BEGIN

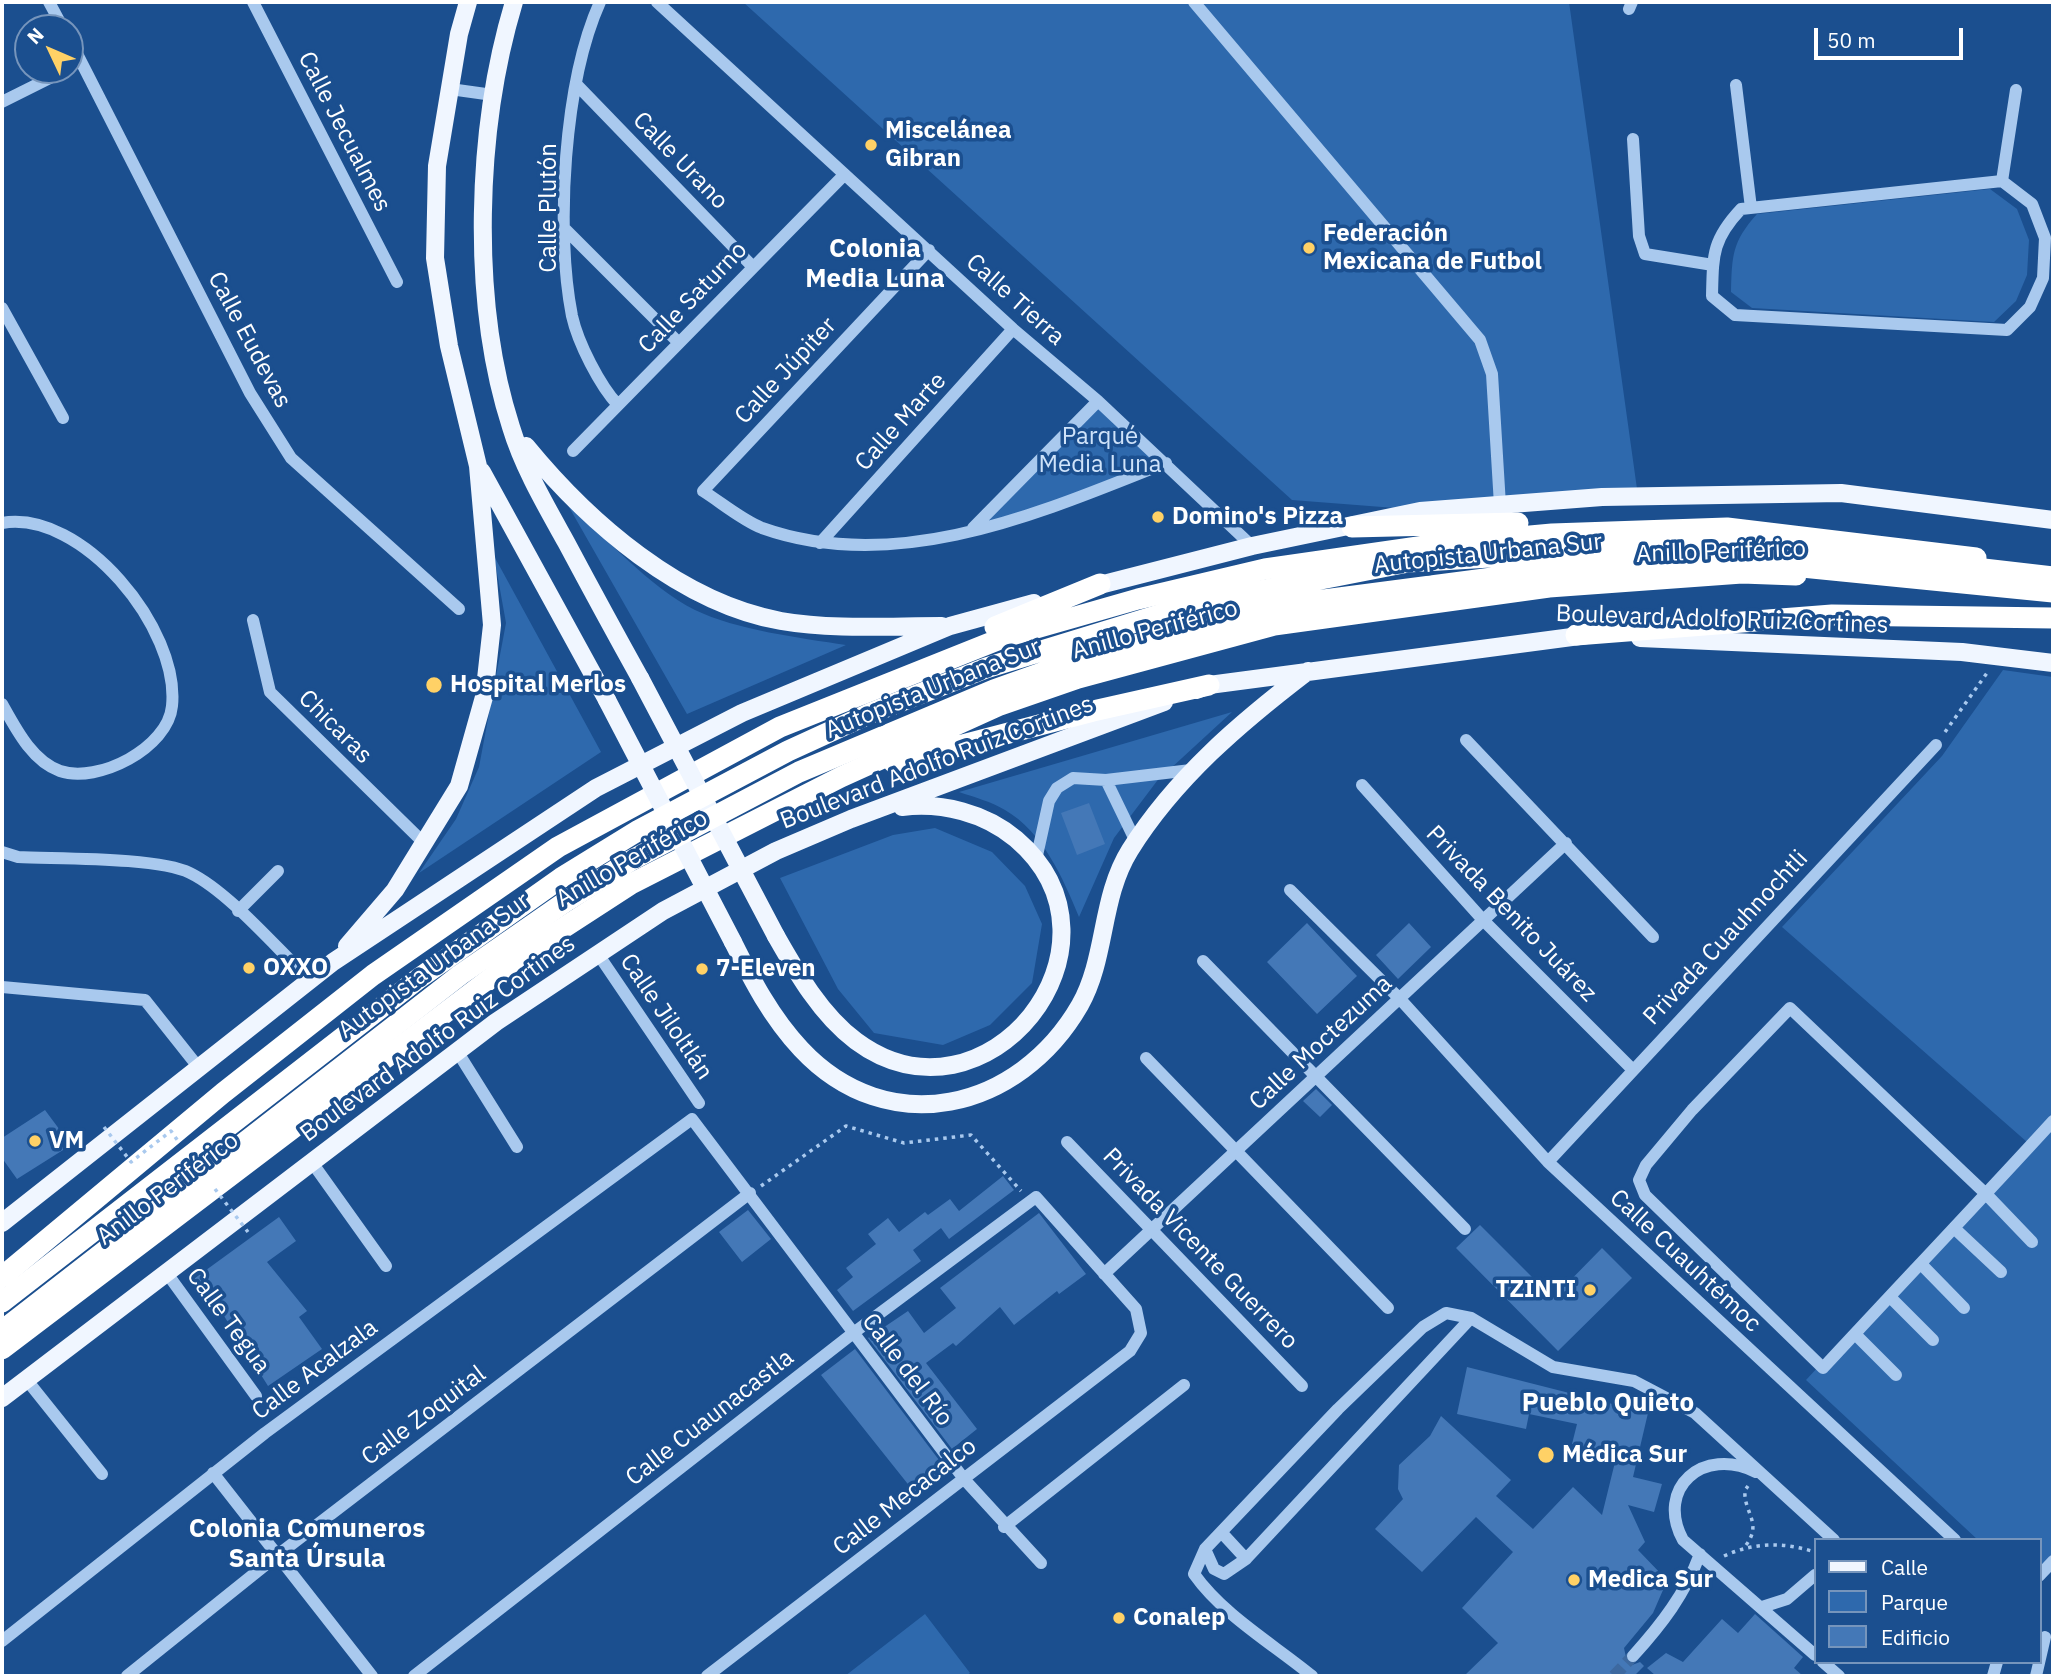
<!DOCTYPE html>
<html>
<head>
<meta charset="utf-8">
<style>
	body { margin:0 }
	#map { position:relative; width:2055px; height:1678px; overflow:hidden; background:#1b4f8f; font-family:"IBM Plex Sans",sans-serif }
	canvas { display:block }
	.frame { position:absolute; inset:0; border:4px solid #fff; pointer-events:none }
	.legend { position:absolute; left:1814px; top:1538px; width:228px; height:126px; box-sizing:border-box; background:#1b4f8f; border:2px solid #7695bc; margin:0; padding:9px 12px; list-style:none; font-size:21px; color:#fff }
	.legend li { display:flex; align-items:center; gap:14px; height:35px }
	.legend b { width:35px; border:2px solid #7695bc }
	.north { position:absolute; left:14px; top:14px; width:70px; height:70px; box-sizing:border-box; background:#1b4f8f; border:2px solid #7695bc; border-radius:50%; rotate:314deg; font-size:19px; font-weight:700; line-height:28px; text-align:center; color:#fff }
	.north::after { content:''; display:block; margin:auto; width:24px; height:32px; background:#ffd166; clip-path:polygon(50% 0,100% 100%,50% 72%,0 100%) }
	.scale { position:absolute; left:1814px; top:28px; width:149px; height:32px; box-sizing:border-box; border:4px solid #fff; border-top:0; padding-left:9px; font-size:21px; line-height:24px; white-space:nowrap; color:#fff; -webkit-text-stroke:5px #1b4f8f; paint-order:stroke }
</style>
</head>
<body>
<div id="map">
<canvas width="2055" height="1678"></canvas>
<div class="frame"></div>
<ul class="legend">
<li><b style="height:9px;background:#f0f6ff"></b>Calle</li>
<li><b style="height:19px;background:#2e69ad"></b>Parque</li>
<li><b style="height:19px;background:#4478b7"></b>Edificio</li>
</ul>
<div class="north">N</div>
<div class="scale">50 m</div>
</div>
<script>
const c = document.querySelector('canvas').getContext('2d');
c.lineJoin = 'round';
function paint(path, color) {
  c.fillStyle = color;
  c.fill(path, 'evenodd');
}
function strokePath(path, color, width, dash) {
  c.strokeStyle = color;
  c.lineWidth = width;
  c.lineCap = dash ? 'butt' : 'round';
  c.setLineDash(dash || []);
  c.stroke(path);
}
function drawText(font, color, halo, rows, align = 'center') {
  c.font = font + ' "IBM Plex Sans",sans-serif';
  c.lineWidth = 7;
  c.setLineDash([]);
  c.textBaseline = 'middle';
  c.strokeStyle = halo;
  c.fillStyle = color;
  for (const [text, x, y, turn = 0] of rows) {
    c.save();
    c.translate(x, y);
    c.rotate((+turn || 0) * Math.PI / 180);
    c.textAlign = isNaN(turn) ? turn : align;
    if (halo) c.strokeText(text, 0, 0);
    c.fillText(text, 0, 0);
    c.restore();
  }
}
paint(new Path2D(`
	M743,2H1569L1638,496L1408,509L1292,500Z
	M1990,189L2017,209L2029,240L2027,275L2016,301L1994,322L1752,308L1731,292C1732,255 1732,242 1757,214Z
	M1098,401L1166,463L972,529Z
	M565,500C602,534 650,588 695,610C736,630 801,638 846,645L687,714Z
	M494,556L601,752L419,873L456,819L479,767L506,623Z
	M2003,670L2053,677V1553L2039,1568V1540H1978L1806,1380L2027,1142L1782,927L1942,756Z
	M1232,712L1157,781L1114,838L1079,917C1063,878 1043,832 1005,810C992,802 974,797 959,792Z
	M935,828L992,852L1025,886L1042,924L1032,983L990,1025L943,1045L874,1033L838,989L780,878L893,835Z
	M925,1614L970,1673L966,1676H845Z`), '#2e69ad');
paint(new Path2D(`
	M1089,803L1105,844L1077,855L1061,813Z
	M1307,923L1357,976L1317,1014L1267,962Z
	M1409,923L1431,947L1398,979L1376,955Z
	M1316,1089L1332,1105L1320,1117L1303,1101Z
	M45,1110L71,1145L17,1179L2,1158V1138Z
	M1003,1176L1014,1190L949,1239L941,1228L913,1250L921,1261L853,1311L837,1290L853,1277L846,1268L876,1244L868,1234L888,1218L899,1232L925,1212L928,1215L950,1199L959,1211Z
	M748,1210L771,1239L742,1262L719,1232Z
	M1039,1213L1086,1274L1059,1294L1057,1291L1014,1325L1000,1307L956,1346L953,1343L926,1363L977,1429L952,1449L868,1338L908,1311L924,1333L956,1308L940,1288Z
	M279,1217L296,1241L267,1262L307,1311L299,1317L322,1349L268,1386L214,1300L208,1305L191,1281Z
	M1480,1225L1553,1298L1602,1248L1632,1278L1558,1351L1456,1248Z
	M855,1349L939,1460L936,1462L943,1471L915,1493L821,1375Z
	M1467,1367L1648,1413L1633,1477L1662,1484L1654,1512L1628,1505L1645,1542L1638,1550L1663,1576L1657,1585L1663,1590L1653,1613L1624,1648L1627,1662L1632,1665L1640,1662L1644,1666L1634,1676H1464L1498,1643L1462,1608L1513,1552L1476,1517L1422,1572L1375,1529L1403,1499L1398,1489L1399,1465L1430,1436L1441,1416L1511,1480L1496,1496L1533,1529L1573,1487L1602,1515L1617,1454L1572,1444L1577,1424L1529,1414L1526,1429L1457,1414Z
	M1755,1614L1803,1657L1794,1668L1803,1676H1656L1647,1668L1666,1653L1683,1662L1722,1619L1738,1633Z`), '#4478b7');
strokePath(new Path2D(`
	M1614,1676L1633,1656`), '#3d69a0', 12, [12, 6]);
strokePath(new Path2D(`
	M1945,732L1987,673
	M761,1186L846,1126L904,1143L971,1135L1021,1191
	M1746,1545C1763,1523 1743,1512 1745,1490L1748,1486
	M1724,1556C1755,1542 1783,1542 1815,1552`), '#a9c9ee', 3.5, [3.5, 5]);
strokePath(new Path2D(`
	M49,2L63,28
	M253,2L397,282
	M600,2C564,82 555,230 572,316C578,343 600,386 618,405
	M657,2L1013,329L1098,401L1252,546
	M1194,2L1480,340L1492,374L1500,505
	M1629,9L1632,2
	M70,40L250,393L291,458L459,609
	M576,84L753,267
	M1736,85L1751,208
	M450,89L493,95
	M2,102L66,70
	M1633,139L1639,236L1645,254L1713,265
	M2002,181L2032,204L2045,238L2043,278L2030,307L2007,330L1735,315L1712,296C1713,255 1712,240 1741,209Z
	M2002,181L2016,90
	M564,228L679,343
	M929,250L703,491C722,503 742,520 762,528C897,576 1040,513 1166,463
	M2,308L63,418
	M573,451L844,175
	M2,523C82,509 180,629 172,706C168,748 98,784 60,771C32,761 16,729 2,704
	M973,528L1098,401
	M820,543L1013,329
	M253,620L270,692L424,843
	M1466,740L1653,937
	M1106,780L1136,842
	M1362,785L1483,920L1632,1069
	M2,852L18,857C58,859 158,857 190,873C229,892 277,949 310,980
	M1036,860L1049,801L1057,788L1073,778L1106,780L1191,770
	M1290,890L1400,999L1548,1162L1955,1540
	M238,911L278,871
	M598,954L699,1103
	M1203,961L1465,1229
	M2,987L145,1000L199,1068
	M457,1051L517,1147
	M1146,1058L1388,1308
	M1067,1142L1302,1386
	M311,1161L386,1266
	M1548,1162L1936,745
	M1954,1228L2001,1272
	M2032,1242L1986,1194L1790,1008L1692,1110L1646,1165L1639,1180L1645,1195L1823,1368C1900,1285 1977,1204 2053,1121
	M1921,1264L1964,1308
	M166,1272L256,1396
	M1104,1274L1566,843
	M1890,1297L1933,1340
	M1855,1334L1896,1375
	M26,1379L102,1474
	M1756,1472C1703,1446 1655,1488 1683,1540L1815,1655
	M213,1473L372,1676
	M1004,1527L1184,1385
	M1222,1533L1246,1559
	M1205,1549L1214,1569L1224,1574L1246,1559L1471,1318
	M2039,1576L2053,1561
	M1762,1607L1787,1599L1815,1575
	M2,1641L265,1433L692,1119L964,1479L1041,1563
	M1633,1656C1662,1624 1685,1594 1700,1554
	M1823,1662L1839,1676
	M127,1676L279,1554L750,1193
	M414,1676L852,1334L1036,1197L1136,1309L1141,1333L1130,1351L707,1676
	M1312,1676C1273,1644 1223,1615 1194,1574L1205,1549L1338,1409L1423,1327L1446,1313L1471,1318L1553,1367L1634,1381L1695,1413L1834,1540
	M1993,1676L1997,1662
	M2036,1676L2045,1637`), '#a9c9ee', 12);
strokePath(new Path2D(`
	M514,2C476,128 470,300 511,427C523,467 546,506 566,542C590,587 615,633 640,678
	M526,446C589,523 681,603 781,621C833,630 889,626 942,626
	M482,472L607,700
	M1088,588L1252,546L1420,511L1602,497L1841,493L2053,520
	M1640,638L1962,652L2053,663
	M1196,690L1209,685L1587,635
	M776,936C797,973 821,1015 856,1041C985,1137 1140,945 1016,839C985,813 942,802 902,807
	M733,942C752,980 771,1017 801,1049C888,1142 1019,1111 1080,1005C1107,957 1100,898 1130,850C1175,778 1241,722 1308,671
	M347,946L395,890L459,786L484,697L492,625L478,466L449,346L435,258L437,166L459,34L468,2
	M2,1223L333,962L596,788L742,713L950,626L1034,603
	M2,1398L496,1022L663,911L776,851L851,819L1164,702`), '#f0f6ff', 18);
strokePath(new Path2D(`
	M1352,527L1518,523
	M995,627L1100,584
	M1576,635L1832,615L2053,618
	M894,763L1093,711L1209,685
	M2,1277L223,1093L373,975L558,847L780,727L1005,637L1138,599L1265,569L1432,545L1552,534L1727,528L1976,558
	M2,1349L520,956L631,884L841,777L1000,705L1078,678L1274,625L1549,587L1742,573L1796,575`), '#fff', 21);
strokePath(new Path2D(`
	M104,1127L131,1162L171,1131L178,1141
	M215,1189L248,1232`), '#a9c9ee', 3.5, [3.5, 5]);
strokePath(new Path2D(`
	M640,678L776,936
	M607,700L733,942`), '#f0f6ff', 18);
strokePath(new Path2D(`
	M2,1302L418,979L561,878L639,830L788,751L871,713L986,668L1198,603L1408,562L1685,545L1767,544L2053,577
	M2,1331L460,975L568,900L630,861L799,772L994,690L1070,663L1278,606L1500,577L1675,561L1762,563L2053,592`), '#fff', 21);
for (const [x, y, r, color] of [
	[871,145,7,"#ffd166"],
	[1309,248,7,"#ffd166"],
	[1158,517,7,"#ffd166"],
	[434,685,9,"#ffd166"],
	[249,968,7,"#ffd166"],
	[702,969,7,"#ffd166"],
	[35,1141,7,"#ffd166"],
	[1590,1290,7,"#ffd166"],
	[1546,1455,9,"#ffd166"],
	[1574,1580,7,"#ffd166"],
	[1119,1618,7,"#ffd166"]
]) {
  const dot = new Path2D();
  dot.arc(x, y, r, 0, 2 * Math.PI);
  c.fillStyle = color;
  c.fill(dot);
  strokePath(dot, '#1b4f8f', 2.5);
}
drawText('bold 24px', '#fff', '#1b4f8f', [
	["Miscelánea",885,131],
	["Gibran",885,159],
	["Federación",1323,234],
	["Mexicana de Futbol",1323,262],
	["Domino's Pizza",1172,517],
	["Hospital Merlos",450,685],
	["OXXO",263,968],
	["7-Eleven",716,969],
	["VM",49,1141],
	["TZINTI",1576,1290,"right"],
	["Médica Sur",1562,1455],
	["Medica Sur",1588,1580],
	["Conalep",1133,1618]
], 'left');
drawText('24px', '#fff', '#1b4f8f', [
	["Calle Jecualmes",344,132,63],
	["Calle Urano",680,161,46],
	["Calle Plutón",549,208,-90],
	["Calle Saturno",693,298,-46],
	["Calle Tierra",1015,300,42],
	["Calle Eudevas",249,340,62],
	["Calle Júpiter",786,371,-47],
	["Calle Marte",901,422,-48],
	["Anillo Periférico",1721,552,-2],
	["Autopista Urbana Sur",1488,554,-6],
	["Boulevard Adolfo Ruiz Cortines",1722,620,2],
	["Anillo Periférico",1155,630,-15],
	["Autopista Urbana Sur",933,689,-22],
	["Chicaras",335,727,45],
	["Boulevard Adolfo Ruiz Cortines",937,763,-21],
	["Anillo Periférico",632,859,-30],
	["Privada Benito Juárez",1511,914,46],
	["Privada Cuauhnochtli",1726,938,-47],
	["Autopista Urbana Sur",434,966,-36],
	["Calle Jiloltlán",666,1017,56],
	["Boulevard Adolfo Ruiz Cortines",438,1039,-36],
	["Calle Moctezuma",1321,1043,-43],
	["Anillo Periférico",168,1189,-37],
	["Privada Vicente Guerrero",1200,1249,46],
	["Calle Cuauhtémoc",1685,1261,43],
	["Calle Tegua",228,1321,54],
	["Calle Acalzala",315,1370,-37],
	["Calle del Río",907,1370,53],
	["Calle Zoquital",424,1416,-37],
	["Calle Cuaunacastla",710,1418,-38],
	["Calle Mecacalco",905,1497,-38]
]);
drawText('24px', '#cfe3fa', '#1b4f8f', [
	["Parqué",1100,437],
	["Media Luna",1100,465]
]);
drawText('bold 26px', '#fff', '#1b4f8f', [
	["Colonia",875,249],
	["Media Luna",875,279],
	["Pueblo Quieto",1608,1403],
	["Colonia Comuneros",307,1529],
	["Santa Úrsula",307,1559]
]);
</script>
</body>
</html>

END

■ **Work order**
From the entries, copy every line in which the string "function" can be found.

■ **Written reply**
function paint(path, color) {
function strokePath(path, color, width, dash) {
function drawText(font, color, halo, rows, align = 'center') {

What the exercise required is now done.